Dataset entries
# # #

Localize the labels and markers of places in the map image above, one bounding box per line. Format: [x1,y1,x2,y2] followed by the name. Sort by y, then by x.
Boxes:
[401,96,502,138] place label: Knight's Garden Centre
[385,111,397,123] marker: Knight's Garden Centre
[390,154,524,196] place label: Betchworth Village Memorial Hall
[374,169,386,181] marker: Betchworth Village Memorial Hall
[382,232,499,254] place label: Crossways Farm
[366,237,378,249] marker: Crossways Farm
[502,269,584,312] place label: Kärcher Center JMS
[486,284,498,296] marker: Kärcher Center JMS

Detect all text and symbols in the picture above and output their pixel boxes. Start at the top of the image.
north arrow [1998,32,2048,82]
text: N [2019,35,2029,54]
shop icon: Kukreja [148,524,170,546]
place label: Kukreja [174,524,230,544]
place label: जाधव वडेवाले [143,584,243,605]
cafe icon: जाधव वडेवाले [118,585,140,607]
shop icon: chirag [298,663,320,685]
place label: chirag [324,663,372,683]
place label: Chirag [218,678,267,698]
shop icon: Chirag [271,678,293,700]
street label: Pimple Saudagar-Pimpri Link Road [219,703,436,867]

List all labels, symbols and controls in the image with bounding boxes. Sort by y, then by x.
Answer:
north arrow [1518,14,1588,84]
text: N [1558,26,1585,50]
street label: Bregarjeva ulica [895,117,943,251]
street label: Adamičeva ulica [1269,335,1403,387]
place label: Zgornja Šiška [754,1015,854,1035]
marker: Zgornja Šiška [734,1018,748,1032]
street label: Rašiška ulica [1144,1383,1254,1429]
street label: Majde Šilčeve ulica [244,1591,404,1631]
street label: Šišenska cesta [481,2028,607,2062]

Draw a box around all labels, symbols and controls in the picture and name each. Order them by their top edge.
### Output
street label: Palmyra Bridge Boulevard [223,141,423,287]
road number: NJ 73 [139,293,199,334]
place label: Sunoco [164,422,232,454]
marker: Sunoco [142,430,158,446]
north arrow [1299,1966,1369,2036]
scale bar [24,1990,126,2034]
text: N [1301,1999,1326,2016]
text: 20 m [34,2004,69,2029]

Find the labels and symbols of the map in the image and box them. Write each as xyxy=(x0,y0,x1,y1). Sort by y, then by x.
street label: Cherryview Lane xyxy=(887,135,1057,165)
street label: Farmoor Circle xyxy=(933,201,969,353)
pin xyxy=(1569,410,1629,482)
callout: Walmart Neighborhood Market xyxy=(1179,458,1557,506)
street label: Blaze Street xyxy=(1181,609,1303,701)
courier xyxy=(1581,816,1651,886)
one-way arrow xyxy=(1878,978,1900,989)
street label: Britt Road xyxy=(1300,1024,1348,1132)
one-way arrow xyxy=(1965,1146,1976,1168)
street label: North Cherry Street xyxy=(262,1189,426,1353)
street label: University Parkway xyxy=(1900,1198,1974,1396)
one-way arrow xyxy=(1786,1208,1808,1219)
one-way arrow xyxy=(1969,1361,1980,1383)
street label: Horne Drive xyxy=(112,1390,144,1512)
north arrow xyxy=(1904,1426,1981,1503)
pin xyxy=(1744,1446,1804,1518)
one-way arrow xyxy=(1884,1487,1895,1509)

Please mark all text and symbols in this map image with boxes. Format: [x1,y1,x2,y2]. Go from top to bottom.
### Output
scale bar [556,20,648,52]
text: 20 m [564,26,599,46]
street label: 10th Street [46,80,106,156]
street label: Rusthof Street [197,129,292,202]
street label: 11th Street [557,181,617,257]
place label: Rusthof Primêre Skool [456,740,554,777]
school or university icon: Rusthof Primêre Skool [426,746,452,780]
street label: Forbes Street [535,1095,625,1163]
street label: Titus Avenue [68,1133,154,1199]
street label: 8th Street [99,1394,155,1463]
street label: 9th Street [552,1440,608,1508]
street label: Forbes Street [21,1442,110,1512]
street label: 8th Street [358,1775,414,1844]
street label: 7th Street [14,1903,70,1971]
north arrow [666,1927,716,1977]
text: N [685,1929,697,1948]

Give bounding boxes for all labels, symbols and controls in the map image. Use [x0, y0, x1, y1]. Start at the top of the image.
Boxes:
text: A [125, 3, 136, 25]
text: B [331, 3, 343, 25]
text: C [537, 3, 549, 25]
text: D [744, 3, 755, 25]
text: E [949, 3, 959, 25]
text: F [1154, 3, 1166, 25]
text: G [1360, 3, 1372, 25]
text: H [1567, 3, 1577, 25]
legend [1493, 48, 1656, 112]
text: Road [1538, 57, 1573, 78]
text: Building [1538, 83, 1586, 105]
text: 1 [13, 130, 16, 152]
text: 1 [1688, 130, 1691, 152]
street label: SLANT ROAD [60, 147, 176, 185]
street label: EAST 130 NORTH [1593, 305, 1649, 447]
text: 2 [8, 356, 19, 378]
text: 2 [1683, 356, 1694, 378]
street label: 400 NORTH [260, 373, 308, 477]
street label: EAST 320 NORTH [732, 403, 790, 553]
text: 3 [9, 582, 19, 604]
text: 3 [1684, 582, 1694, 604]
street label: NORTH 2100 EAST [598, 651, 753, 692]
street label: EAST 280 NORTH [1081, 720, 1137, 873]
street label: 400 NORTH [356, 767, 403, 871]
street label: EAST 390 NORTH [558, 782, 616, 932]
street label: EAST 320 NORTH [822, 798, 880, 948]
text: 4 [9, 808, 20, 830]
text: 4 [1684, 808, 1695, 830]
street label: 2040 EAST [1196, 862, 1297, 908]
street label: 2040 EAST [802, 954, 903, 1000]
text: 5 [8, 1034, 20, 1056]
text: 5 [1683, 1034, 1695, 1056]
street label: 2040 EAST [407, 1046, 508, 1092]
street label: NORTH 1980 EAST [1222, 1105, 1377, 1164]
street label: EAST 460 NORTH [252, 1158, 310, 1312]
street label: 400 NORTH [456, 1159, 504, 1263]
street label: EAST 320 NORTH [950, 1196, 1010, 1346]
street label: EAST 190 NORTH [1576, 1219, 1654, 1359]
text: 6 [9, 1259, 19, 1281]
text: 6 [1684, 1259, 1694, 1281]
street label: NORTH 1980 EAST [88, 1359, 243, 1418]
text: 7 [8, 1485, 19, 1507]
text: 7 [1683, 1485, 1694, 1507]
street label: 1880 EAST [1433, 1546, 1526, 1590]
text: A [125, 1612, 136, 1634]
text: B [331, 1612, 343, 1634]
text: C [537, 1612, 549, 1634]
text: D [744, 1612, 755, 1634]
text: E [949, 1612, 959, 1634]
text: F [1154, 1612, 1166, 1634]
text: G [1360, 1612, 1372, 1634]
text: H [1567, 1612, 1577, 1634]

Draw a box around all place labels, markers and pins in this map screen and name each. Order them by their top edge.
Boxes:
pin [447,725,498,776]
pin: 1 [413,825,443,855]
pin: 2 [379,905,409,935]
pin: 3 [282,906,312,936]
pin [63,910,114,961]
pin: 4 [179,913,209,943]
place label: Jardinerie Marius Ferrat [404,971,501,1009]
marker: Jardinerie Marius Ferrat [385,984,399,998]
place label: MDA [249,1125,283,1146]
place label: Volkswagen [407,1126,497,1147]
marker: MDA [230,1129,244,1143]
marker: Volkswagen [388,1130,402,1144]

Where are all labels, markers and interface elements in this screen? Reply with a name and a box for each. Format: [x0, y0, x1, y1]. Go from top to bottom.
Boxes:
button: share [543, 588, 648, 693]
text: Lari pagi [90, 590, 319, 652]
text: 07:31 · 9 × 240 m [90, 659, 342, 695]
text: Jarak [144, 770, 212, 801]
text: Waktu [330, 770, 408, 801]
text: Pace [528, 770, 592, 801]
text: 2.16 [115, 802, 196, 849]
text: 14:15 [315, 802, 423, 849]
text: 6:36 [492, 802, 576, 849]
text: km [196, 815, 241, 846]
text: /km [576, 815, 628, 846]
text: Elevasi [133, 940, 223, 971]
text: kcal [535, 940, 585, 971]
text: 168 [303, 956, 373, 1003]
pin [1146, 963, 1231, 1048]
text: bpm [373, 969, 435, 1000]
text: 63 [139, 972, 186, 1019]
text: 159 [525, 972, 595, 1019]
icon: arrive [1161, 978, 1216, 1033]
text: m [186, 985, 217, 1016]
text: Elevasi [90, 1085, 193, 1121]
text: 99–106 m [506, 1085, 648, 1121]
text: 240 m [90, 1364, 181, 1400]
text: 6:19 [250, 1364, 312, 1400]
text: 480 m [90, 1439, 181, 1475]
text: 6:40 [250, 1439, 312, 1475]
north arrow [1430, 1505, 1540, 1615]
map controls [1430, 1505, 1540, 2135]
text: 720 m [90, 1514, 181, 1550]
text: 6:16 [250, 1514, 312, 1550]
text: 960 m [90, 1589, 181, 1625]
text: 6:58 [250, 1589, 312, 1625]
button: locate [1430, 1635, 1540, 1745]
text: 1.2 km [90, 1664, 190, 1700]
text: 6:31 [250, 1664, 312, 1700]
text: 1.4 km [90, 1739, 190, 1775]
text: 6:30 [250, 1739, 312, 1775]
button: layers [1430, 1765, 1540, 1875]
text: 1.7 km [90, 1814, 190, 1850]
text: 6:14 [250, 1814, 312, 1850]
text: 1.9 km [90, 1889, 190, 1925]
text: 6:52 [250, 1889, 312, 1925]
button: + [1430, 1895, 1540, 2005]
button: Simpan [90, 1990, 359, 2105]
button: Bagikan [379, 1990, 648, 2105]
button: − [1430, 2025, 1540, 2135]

# # #

_Work to complete_.
Set aside each line above that includes the string "edge" and report it.

_Exercise response_.
Draw a box around all labels, symbols and controls in the picture and name each. Order them by their top edge.
Draw a box around all place labels, markers and pins in this map screen and name each. Order them by their top edge.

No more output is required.